Roma, arrivano i rinforzi: per la corsa alla Champions tornano tre titolari
ROMA - C’è un filo che tiene insieme speranza, carattere e ambizione. È quello che Gasperini non ha mai smesso di tirare, neanche dopo un pareggio che poteva lasciare più ombre che luci. E invece no: la Champions per il tecnico resta lì, nel mirino, viva, pulsante. Crede ancora nel quarto posto, lo ha detto e ribadito chiaramente anche dopo il pareggio con l’Atalanta. Vuole crederci fino all’ultimo, vuole sperare fino alla fine insieme ai tifosi. E può farlo tirando un sospiro di sollievo con il ritorno in campo di tre dei suoi titolari.

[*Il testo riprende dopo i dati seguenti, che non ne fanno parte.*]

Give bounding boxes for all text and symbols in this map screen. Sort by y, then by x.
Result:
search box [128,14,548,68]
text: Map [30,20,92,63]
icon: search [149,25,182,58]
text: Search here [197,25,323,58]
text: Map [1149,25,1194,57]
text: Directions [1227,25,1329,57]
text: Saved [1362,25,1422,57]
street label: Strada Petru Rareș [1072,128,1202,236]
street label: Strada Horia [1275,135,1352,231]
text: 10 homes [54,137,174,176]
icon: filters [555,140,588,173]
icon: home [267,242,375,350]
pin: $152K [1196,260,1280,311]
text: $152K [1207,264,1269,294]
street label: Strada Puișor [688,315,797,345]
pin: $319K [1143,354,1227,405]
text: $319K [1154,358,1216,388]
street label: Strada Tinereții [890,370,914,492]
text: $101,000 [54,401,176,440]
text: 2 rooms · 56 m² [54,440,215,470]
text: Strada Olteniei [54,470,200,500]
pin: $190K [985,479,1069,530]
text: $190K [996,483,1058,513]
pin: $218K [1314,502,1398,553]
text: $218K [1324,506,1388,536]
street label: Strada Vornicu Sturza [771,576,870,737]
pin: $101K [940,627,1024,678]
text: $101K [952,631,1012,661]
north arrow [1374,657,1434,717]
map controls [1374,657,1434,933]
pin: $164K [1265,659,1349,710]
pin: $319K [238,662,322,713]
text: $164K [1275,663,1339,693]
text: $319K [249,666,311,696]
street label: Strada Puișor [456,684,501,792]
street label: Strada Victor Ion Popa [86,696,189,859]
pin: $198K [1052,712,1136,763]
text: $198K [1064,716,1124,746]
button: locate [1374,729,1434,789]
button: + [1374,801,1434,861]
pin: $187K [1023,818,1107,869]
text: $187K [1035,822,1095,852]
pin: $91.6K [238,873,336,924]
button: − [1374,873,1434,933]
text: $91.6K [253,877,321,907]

Roma, Gasperini Koné e altri due titolari
È il momento in cui la stagione cambia ritmo, accelera, si infiamma. Adesso torna gran parte della vera Roma per lo sprint finale. Wesley, Koné e Dybala sono pronti a recuperare per la trasferta di Bologna di sabato. Energia fresca, qualità, muscoli e fantasia: quello che serve per dare l’assalto finale. «Sono in dirittura di guarigione. Quello più distante è Pellegrini», ha detto Gasp dopo il pari contro l’Atalanta. Lorenzo rientrerà contro la Lazio, ma proverà a ridurre i tempi, mentre Dovbyk cercherà di tornare per la sfida del 4 maggio contro la Fiorentina all’Olimpico. È un incastro perfetto, o quasi. Di fatto l’allenatore per la partita adesso più importante della stagione potrà contare su dei veri e propri rinforzi. Contro il Bologna sarà una sfida decisiva non solo per continuare a inseguire il sogno Champions, ma anche per cercare di aggredire il quinto posto del Como e tenere dietro l’Atalanta di Palladino.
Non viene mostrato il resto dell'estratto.